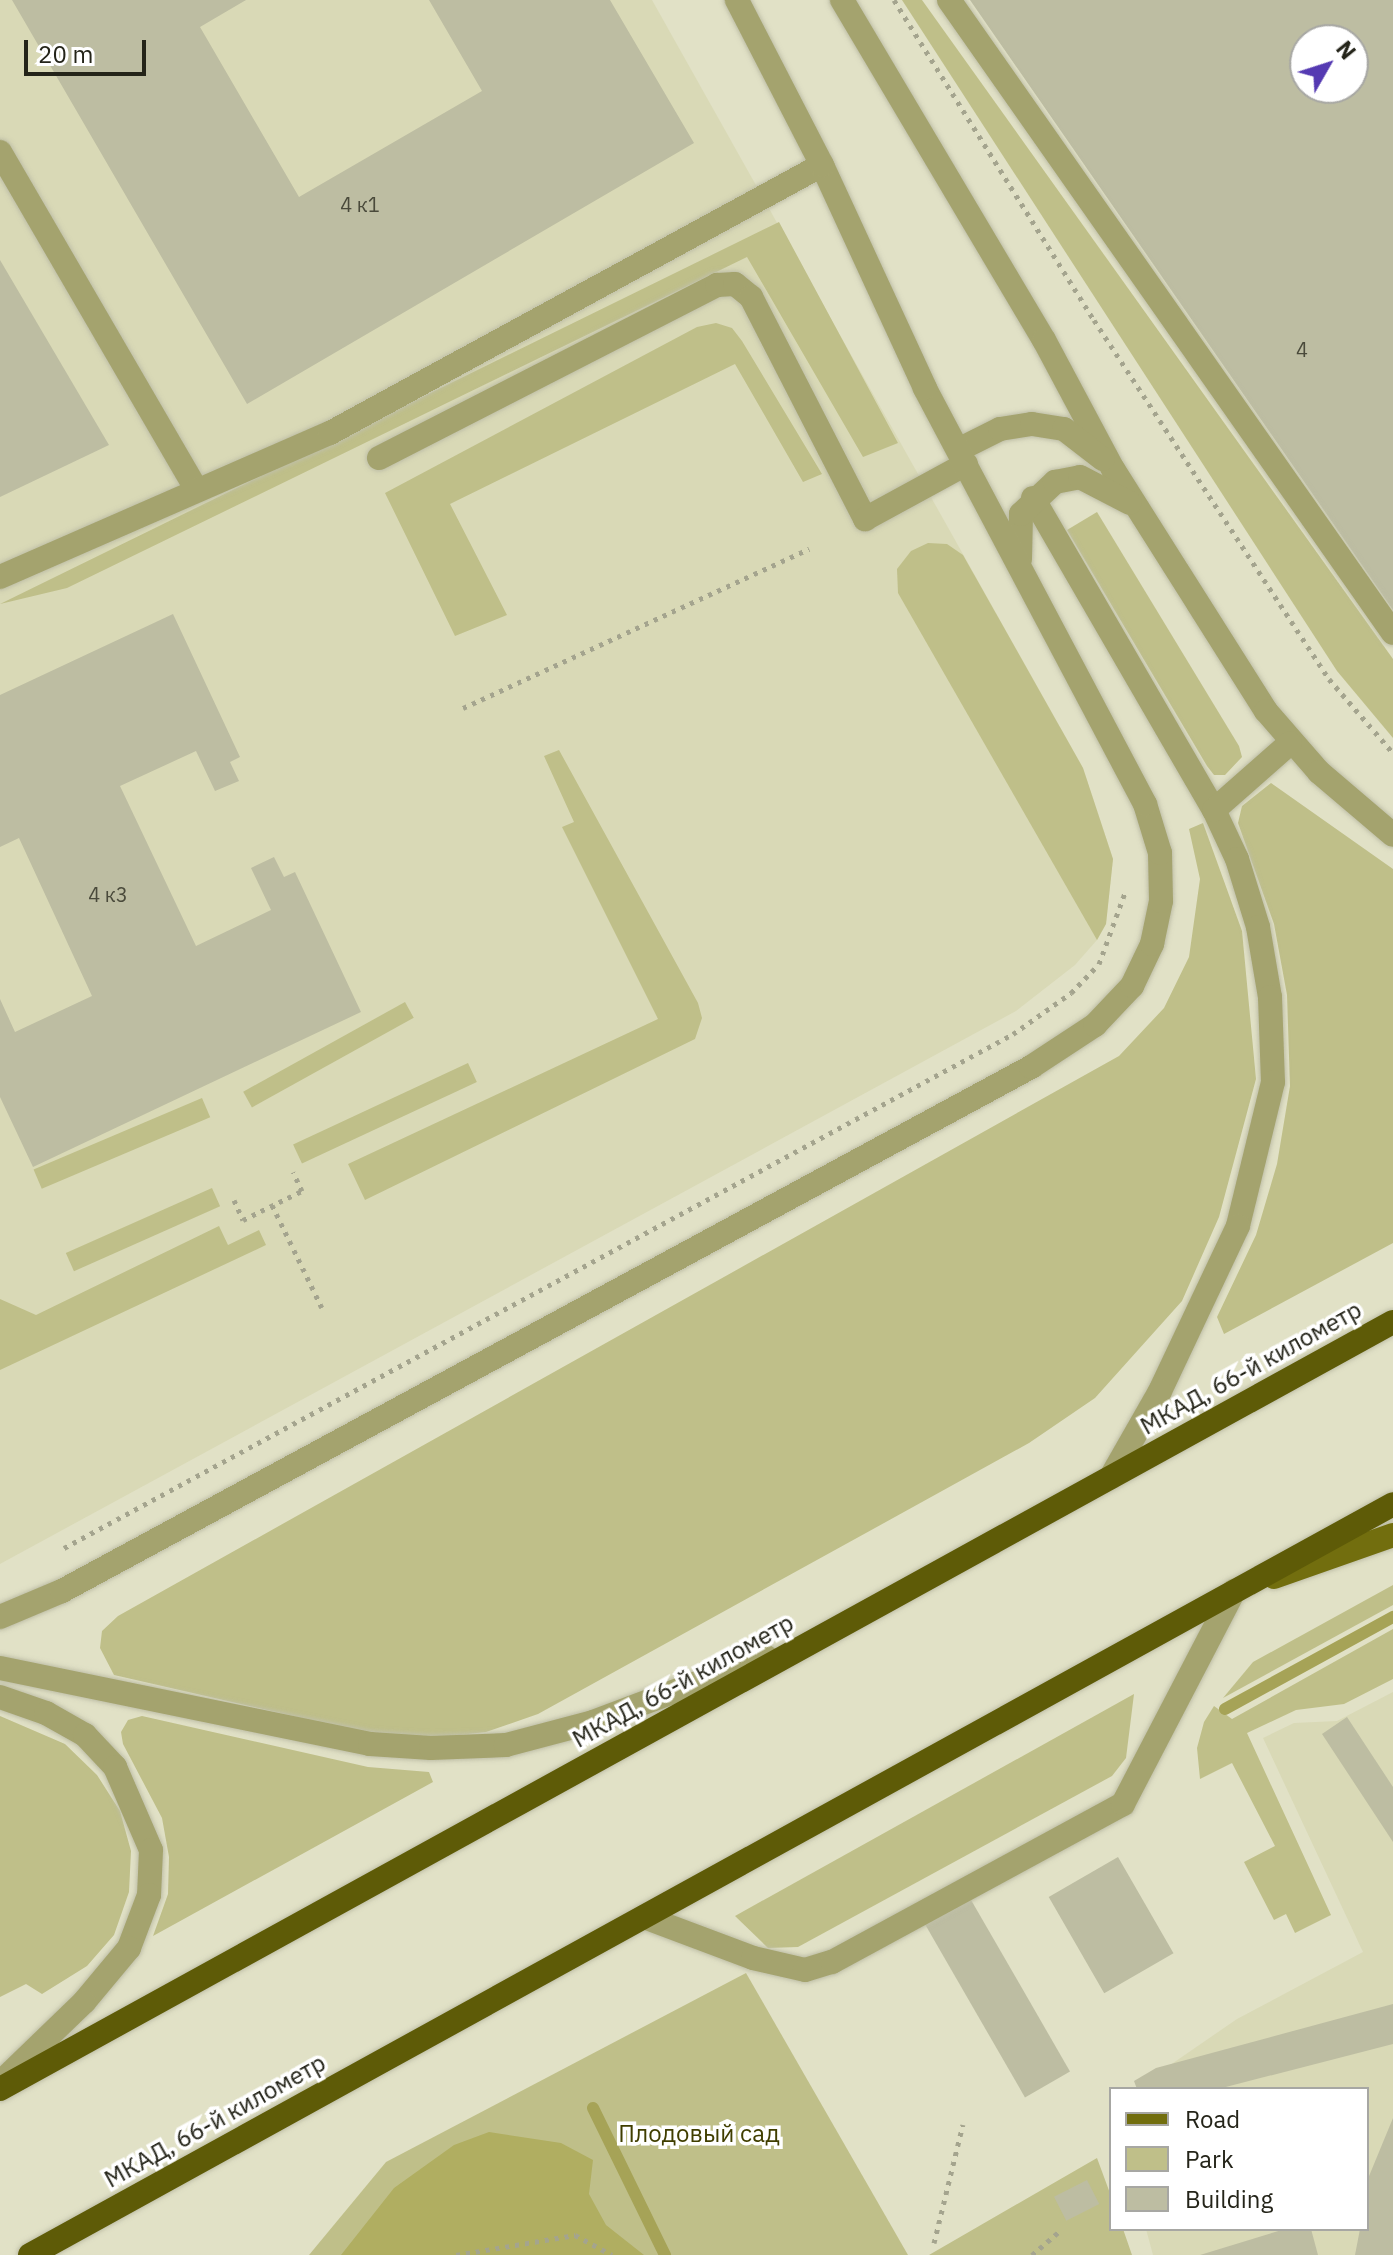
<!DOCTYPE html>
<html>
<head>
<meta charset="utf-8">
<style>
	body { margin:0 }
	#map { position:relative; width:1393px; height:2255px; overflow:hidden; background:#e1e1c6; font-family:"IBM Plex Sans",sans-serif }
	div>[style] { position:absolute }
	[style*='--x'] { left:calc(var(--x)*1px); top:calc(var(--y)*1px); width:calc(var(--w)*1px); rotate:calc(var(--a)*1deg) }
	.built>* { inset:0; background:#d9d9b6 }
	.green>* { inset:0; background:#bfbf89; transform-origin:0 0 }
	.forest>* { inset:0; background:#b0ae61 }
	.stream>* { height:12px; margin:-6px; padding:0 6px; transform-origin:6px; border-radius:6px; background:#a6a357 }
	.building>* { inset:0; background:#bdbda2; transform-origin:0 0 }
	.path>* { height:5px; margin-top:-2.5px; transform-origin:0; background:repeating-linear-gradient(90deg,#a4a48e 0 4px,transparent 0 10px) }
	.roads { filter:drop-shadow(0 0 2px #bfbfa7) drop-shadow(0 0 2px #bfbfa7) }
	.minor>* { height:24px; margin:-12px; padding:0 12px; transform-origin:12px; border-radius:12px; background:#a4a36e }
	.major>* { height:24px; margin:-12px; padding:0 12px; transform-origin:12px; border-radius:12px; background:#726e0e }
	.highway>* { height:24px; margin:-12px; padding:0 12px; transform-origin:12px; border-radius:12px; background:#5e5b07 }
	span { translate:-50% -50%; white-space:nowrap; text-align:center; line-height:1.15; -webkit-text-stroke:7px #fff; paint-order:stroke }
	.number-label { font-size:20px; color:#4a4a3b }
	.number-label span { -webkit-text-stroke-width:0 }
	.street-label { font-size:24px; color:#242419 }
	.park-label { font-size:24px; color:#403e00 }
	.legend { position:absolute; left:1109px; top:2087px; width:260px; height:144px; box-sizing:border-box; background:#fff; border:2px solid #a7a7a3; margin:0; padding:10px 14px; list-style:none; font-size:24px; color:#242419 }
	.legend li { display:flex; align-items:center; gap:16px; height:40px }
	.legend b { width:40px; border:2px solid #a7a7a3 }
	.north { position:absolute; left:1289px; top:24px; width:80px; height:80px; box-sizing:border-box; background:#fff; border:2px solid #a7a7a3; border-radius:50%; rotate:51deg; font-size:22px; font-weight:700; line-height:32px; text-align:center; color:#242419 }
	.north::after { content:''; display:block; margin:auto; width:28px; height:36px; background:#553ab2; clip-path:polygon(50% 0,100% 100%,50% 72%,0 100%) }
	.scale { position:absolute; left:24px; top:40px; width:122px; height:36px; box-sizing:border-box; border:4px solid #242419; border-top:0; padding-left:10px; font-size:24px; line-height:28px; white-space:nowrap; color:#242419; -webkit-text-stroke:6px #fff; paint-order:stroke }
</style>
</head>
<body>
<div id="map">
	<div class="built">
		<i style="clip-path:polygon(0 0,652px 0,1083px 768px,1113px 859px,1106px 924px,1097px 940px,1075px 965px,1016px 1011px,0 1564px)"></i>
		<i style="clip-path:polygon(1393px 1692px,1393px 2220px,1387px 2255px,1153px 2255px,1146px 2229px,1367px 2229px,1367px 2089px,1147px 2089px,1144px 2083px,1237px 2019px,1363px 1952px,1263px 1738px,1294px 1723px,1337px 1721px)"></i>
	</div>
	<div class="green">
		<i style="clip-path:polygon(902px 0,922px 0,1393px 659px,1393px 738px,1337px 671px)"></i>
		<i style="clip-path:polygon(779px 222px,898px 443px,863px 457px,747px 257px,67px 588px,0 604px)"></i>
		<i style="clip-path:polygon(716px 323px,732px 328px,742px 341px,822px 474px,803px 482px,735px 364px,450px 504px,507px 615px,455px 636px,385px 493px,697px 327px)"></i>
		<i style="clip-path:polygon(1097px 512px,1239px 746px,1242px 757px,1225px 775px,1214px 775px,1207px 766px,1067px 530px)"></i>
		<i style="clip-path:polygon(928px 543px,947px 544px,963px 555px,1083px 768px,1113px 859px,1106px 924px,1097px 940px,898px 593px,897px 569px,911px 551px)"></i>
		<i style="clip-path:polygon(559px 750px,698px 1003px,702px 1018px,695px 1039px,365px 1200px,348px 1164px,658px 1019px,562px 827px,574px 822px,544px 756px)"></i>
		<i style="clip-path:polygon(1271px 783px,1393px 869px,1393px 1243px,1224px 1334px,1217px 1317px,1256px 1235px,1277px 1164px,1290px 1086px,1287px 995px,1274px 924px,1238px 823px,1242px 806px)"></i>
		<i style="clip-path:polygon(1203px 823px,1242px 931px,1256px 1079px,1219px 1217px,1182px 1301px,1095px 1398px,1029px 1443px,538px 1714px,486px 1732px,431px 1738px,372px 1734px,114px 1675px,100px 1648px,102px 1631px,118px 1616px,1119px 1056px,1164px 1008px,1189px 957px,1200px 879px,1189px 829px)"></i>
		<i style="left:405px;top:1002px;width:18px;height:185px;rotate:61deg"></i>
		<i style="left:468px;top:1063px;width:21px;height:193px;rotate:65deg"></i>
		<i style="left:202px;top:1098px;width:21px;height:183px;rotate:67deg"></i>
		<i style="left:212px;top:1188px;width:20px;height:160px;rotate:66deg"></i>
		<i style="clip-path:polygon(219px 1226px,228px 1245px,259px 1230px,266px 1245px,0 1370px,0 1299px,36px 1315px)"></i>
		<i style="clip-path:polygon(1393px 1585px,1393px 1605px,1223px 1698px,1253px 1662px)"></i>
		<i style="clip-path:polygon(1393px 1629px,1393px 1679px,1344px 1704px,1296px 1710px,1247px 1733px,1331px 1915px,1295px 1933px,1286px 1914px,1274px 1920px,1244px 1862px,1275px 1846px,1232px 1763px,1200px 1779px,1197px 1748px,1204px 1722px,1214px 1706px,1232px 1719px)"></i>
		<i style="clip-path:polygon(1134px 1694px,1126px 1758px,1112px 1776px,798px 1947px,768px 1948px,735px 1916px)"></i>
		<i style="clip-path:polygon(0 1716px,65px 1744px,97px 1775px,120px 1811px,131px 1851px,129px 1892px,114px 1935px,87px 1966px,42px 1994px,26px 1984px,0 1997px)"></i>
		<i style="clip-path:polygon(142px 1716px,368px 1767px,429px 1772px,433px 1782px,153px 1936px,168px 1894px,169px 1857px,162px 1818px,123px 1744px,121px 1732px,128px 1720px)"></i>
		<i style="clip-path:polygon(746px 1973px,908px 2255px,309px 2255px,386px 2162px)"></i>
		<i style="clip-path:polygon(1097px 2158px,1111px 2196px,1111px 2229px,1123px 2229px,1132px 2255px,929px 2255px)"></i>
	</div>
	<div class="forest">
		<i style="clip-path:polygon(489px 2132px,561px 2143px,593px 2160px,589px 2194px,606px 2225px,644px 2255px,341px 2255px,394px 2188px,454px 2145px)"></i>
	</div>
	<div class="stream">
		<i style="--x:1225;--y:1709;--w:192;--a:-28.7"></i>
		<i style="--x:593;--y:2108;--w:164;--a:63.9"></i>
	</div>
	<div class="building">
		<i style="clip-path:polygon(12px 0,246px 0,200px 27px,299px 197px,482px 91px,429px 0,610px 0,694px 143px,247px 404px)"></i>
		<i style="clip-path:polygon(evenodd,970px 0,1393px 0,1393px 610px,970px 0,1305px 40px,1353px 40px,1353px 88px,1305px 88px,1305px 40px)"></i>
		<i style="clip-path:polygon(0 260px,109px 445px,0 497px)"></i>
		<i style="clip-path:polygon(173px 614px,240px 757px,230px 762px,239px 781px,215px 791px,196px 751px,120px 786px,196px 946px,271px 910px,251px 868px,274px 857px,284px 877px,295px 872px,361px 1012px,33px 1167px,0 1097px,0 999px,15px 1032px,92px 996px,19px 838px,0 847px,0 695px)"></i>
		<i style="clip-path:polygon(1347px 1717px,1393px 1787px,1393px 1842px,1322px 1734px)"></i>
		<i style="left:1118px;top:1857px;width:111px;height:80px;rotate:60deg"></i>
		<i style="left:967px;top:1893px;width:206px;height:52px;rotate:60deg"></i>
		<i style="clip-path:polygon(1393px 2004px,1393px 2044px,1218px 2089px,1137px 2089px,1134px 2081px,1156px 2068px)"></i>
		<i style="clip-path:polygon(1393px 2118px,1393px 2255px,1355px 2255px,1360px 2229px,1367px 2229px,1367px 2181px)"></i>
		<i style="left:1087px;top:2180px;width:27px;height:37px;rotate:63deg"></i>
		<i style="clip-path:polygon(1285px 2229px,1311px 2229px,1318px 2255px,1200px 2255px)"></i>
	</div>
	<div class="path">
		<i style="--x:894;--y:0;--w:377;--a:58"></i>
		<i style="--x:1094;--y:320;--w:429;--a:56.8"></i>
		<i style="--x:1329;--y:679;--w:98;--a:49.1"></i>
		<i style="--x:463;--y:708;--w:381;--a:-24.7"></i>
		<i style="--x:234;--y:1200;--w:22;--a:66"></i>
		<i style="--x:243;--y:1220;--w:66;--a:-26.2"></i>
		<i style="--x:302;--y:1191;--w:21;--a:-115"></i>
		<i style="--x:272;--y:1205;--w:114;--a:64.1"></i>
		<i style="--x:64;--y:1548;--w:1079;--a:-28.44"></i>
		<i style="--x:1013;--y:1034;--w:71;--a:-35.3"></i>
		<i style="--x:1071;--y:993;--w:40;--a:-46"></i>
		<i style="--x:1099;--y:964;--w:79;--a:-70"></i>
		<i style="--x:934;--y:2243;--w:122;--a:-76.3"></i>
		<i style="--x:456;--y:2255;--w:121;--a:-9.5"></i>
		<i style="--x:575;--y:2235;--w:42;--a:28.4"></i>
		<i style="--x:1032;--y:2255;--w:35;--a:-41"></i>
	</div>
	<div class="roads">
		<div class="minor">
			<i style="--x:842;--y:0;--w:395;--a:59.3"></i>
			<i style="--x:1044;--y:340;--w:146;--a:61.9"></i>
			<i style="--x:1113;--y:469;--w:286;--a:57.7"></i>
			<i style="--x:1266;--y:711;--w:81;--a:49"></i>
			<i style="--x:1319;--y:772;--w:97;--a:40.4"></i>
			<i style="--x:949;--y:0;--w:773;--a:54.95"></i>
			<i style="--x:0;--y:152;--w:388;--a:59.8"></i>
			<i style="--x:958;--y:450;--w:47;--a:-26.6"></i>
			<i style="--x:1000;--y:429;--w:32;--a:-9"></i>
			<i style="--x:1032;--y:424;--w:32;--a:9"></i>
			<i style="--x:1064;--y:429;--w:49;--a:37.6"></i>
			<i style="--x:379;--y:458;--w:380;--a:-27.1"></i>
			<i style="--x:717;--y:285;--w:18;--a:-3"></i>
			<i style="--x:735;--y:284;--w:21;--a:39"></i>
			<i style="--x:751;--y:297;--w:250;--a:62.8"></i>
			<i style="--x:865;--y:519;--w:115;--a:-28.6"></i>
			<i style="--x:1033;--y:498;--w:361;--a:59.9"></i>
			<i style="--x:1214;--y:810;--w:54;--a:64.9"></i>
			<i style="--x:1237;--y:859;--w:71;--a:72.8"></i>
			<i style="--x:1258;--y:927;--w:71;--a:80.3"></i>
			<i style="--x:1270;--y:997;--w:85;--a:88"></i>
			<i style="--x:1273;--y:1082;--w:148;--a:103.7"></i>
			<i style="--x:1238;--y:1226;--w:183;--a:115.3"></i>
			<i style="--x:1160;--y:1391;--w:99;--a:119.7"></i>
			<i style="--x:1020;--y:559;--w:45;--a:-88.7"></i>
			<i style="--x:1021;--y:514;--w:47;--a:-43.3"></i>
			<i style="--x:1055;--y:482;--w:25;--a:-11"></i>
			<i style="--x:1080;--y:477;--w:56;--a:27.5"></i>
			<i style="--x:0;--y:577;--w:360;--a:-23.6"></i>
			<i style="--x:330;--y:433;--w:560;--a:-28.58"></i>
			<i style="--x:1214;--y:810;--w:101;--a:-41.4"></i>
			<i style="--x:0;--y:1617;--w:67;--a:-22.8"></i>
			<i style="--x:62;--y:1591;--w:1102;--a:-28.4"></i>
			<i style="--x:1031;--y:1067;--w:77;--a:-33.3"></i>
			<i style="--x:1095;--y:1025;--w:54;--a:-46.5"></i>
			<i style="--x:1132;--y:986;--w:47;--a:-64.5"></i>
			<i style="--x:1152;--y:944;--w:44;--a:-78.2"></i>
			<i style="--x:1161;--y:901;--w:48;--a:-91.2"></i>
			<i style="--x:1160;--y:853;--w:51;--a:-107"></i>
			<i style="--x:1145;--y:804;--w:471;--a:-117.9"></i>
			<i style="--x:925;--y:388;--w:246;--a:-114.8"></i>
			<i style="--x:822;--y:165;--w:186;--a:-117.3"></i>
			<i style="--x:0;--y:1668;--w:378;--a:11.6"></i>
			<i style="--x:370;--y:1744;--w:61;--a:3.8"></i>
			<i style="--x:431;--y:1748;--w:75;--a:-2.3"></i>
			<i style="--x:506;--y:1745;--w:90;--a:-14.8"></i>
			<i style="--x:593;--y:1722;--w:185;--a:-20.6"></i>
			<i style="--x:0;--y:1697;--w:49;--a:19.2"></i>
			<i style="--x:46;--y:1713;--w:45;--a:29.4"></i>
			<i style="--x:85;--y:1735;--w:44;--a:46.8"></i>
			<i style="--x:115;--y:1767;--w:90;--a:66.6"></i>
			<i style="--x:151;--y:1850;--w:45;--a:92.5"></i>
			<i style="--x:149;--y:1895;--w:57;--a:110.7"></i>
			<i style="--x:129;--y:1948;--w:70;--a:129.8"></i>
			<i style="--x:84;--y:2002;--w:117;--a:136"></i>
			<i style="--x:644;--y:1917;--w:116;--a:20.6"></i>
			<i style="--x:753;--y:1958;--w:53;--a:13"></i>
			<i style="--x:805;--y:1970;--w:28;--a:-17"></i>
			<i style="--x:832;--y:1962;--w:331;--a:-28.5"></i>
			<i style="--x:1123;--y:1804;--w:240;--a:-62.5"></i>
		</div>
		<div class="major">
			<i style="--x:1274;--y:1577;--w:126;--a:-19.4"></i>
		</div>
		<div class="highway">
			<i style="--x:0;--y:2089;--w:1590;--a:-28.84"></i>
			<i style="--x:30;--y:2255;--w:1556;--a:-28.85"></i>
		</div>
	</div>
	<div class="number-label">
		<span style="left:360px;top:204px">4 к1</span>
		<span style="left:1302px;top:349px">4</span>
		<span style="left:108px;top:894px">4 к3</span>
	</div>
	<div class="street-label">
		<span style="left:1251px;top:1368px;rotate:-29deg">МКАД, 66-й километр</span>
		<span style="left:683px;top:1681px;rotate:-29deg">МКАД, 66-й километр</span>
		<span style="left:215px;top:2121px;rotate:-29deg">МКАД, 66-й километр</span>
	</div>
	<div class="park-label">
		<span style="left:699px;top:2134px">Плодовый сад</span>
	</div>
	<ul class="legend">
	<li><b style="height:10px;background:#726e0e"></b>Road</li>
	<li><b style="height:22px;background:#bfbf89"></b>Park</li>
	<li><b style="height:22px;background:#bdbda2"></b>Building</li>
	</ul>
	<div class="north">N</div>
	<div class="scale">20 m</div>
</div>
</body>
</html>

**********

### Try it
Copy each line of the data above that holds "stream".

### Response area
	.stream>* { height:12px; margin:-6px; padding:0 6px; transform-origin:6px; border-radius:6px; background:#a6a357 }
	<div class="stream">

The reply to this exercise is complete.